Let's face it, they all broke down, but Doxfords always seemed to have some sympathy for the poor buggers trying to fix them. No big crinkly castings like B&W's - none of the harshness of Sulzers. When a Doxford broke down it always seemed strangely apologetic as it gave that last sigh as it stopped.

I must be going mad!! (or senile)


----------



## James_C (Feb 17, 2005)

Are you confusing the last sigh with the column of thick acrid black smoke/soot that appeared from the funnel and covered everything in a 400 yd radius?

LOL(Hippy)


----------



## Doxfordman (Mar 29, 2005)

Well, what can I say!!......
A second best for me would be B & W - they far more accessable than Sulzers and even in some cases Doxfords. Nothing like the song of a Doxford, be it, LB, LBD, P or J type sitting on about 110 RPM and then..............


----------



## James_C (Feb 17, 2005)

and then....BOOM

(cue questioning of a certain Doxfords parentage)

LOL

Ach we loved them really, certainly kept the Ginger Beers amused all trip! 
Quite a thing to watch the Juniors 'dance' on top of them!


----------



## Ian (Mar 27, 2004)

Doxfords !!!!!!


----------



## Doxfordman (Mar 29, 2005)

Oh ye of little faith, poor old Percy Jackson would be turning in his grave!


----------



## Keltic Star (Jan 21, 2006)

moaf said:


> but whoever said british engineering was the best needs to work on a British engine!
> Echo your sentiments entirely and what about that son of a Paxman, the "Rusty Weasel". To be fair though, the Cunard Countess was re-engined with the first Warsila heavy fuel engines and became known as Smokie Joe in the Caribbean cruise circuit.


----------



## J Boyde (Apr 7, 2005)

I worked on Doxfords, one B and W. Number of Sulzers, Polers, two types, Nordberg plus a varierty of generators. The sulzers and the Nordbers were generly the must reliable. None the less, the Doxford was a favourate, something special about them.
Jim B


----------



## chaspat (Aug 26, 2005)

First trip Jnr on a B&W Four-Stroke. Spent all night in West African Ports grinding Exhaust valves. My first and last. From then on Steam.


----------



## K urgess (Aug 14, 2006)

Being a sparkie I think my preference would be a nice 4 legged Doxford. That 4 space 4 beat could lull anyone to sleep. Trouble was, when I got home, I couldn't sleep for weeks.

Steam turbines were too quiet and you couldn't tell you were moving without looking out the port.

Triple expansion jobs were beautiful and would take lots of punishment. Also very good when being passed by nice white liners which were downwind. Bridge to Engineroom "Please blow tubes, Chief".

I seem to remember a lot of grumbling about "bloody telescopics" on a particularly troublesome Harland & Wolff jobbie.

Sulzers just seemed to take a licking and keep on ticking. Very boring.


----------



## eldersuk (Oct 24, 2005)

Chaspat,

Sounds like a Paddy's 'K' boat.
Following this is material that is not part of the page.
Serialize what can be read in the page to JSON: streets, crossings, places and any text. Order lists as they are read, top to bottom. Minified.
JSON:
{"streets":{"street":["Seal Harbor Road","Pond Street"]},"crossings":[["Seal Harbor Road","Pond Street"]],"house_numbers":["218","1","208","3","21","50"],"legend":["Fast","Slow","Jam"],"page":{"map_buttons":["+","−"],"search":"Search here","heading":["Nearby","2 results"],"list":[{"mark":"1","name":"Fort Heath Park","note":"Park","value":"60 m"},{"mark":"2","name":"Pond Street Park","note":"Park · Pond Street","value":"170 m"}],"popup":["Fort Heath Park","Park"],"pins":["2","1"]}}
I was on one of their 4 strokes (Kentung) in about 1962 when a Lloyd's Surveyor in Lagos congratulated me for keeping such a clean engine room.
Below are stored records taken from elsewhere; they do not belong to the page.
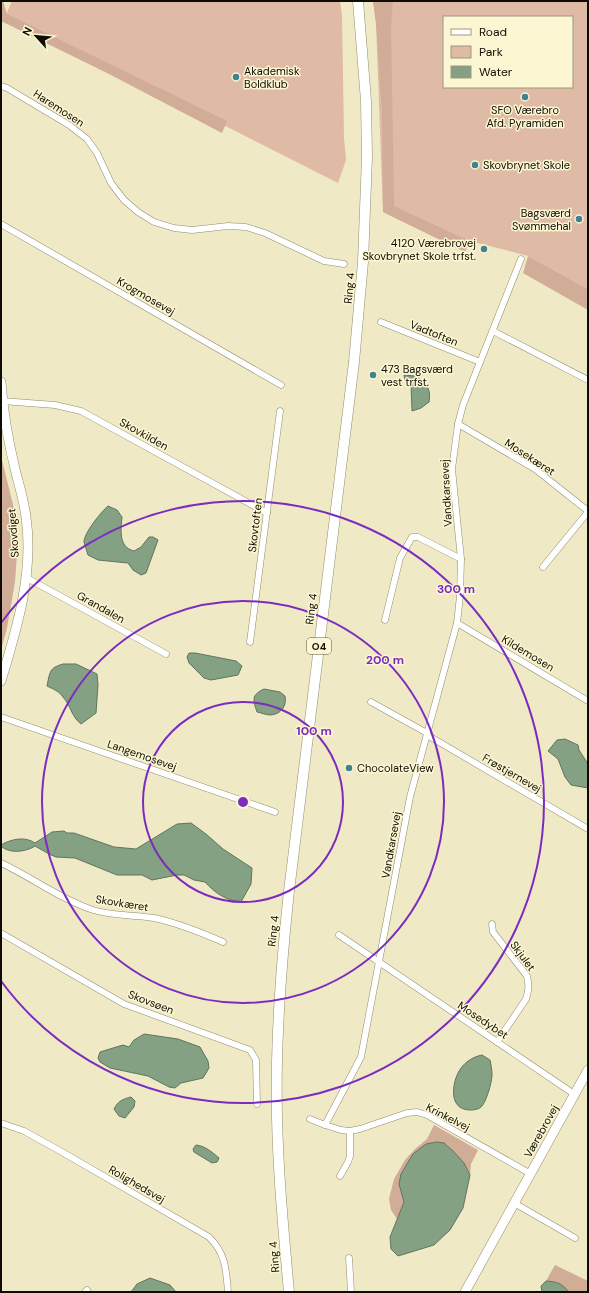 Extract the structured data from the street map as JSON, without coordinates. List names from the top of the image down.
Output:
{
  "streets": {
    "main road": ["Ring 4", "O4"],
    "street": [
      "Haremosen",
      "Krogmosevej",
      "Vadtoften",
      "Skovkilden",
      "Mosekæret",
      "Vandkarsevej",
      "Skovtoften",
      "Skovdiget",
      "Grandalen",
      "Kildemosen",
      "Langemosevej",
      "Frøstjernevej",
      "Skovkæret",
      "Skjulet",
      "Skovsøen",
      "Mosedybet",
      "Krinkelvej",
      "Værebrovej",
      "Rolighedsvej"
    ]
  },
  "crossings": [
    ["Vadtoften", "Vandkarsevej"],
    ["Skovkilden", "Skovtoften"],
    ["Skovkilden", "Skovdiget"],
    ["Mosekæret", "Vandkarsevej"],
    ["Vandkarsevej", "Kildemosen"],
    ["Vandkarsevej", "Frøstjernevej"],
    ["Vandkarsevej", "Mosedybet"],
    ["Vandkarsevej", "Krinkelvej"],
    ["Skovdiget", "Grandalen"],
    ["Skjulet", "Mosedybet"],
    ["Mosedybet", "Værebrovej"],
    ["Krinkelvej", "Værebrovej"]
  ],
  "places": [
    "Akademisk Boldklub",
    "SFO Værebro Afd. Pyramiden",
    "Skovbrynet Skole",
    "Bagsværd Svømmehal",
    "4120 Værebrovej Skovbrynet Skole trfst.",
    "473 Bagsværd vest trfst.",
    "ChocolateView"
  ],
  "legend": ["Road", "Park", "Water"],
  "north": "top left",
  "rings": ["300 m", "200 m", "100 m"]
}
"How old do you reckon the ship is?" I asked. "Oh, sometime in the 1930's."
He was gobsmacked when I said 1954. Although I was prepared to admit that the plans probably originated in the 1930's.

Thumbnail Kentung just to remind you!!

Derek


----------



## Ian (Mar 27, 2004)

i was reading in my local paper SHIELDS GAZETTE that they are taking the DOXFORD engine out of the MARINE& TECHNICAL college and it is going to be rebuilt at BEAMISH MUSEUM.

cheers tom


----------



## K urgess (Aug 14, 2006)

Ah! A single legged Doxford.
Does anyone remember when some enterprising young engineering cadets blocked the exhaust with a dustbin lid?
How far did it fly?(POP)


----------



## Doxfordman (Mar 29, 2005)

It appears to be agreed by general concensous that the Doxford is the engine of choice???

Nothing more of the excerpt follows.